# [Data to examine]
-------

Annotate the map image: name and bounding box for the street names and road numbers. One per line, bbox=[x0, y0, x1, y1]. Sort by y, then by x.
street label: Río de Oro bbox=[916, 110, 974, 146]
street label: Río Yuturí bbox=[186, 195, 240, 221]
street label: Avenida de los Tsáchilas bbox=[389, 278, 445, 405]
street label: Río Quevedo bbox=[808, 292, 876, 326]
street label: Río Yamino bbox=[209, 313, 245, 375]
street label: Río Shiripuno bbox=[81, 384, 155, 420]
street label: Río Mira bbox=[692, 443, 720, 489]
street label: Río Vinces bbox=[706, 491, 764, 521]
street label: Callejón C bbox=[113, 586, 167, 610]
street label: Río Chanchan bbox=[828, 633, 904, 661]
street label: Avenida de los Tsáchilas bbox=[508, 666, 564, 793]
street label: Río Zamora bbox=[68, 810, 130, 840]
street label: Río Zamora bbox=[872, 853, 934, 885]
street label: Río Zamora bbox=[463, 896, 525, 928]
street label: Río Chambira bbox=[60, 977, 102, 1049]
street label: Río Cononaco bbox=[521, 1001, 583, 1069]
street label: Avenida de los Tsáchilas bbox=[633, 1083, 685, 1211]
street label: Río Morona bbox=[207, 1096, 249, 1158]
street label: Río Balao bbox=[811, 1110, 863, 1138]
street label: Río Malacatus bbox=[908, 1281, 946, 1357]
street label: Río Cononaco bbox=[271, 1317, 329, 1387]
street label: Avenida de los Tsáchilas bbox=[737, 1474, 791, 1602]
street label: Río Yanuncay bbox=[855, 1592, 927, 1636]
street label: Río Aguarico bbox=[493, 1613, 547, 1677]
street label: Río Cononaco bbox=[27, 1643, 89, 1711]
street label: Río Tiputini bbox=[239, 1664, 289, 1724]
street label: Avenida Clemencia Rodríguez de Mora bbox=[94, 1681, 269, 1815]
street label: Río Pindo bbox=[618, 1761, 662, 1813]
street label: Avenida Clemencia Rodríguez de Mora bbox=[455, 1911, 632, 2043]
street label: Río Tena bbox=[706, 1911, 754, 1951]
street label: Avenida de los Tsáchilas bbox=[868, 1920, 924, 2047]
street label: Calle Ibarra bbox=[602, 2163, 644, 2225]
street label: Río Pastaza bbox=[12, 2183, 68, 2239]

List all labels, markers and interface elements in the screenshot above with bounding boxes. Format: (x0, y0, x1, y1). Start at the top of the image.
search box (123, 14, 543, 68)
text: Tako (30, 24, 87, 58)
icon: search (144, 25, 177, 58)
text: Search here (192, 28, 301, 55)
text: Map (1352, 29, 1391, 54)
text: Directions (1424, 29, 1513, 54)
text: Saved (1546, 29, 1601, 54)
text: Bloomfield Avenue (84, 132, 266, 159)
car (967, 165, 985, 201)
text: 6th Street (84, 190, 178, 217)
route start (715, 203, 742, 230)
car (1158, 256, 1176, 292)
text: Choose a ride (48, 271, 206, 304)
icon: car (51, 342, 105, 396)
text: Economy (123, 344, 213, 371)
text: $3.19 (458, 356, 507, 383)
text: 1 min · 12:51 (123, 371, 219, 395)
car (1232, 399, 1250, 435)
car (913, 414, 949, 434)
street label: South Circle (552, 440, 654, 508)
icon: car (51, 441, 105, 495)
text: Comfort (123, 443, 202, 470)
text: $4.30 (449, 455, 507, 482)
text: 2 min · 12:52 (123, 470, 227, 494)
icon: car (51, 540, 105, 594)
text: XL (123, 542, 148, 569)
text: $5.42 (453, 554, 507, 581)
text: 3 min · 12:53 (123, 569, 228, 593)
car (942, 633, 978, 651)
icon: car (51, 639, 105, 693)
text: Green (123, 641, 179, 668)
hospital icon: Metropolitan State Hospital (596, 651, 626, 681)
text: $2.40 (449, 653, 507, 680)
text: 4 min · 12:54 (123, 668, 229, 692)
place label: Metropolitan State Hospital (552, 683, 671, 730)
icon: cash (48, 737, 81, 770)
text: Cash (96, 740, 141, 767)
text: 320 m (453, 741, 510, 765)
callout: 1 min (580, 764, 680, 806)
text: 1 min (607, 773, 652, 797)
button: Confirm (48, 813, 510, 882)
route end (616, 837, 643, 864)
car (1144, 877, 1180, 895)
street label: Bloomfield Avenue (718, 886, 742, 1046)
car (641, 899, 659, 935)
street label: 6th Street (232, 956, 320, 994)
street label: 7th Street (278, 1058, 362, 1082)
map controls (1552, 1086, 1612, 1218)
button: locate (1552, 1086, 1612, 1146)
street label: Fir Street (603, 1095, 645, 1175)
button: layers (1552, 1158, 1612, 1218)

-------

# [Required work]
If a line of the material contains the word "Avenue", pick it out and copy it.

# [Output of the task]
text: Bloomfield Avenue (84, 132, 266, 159)
street label: Bloomfield Avenue (718, 886, 742, 1046)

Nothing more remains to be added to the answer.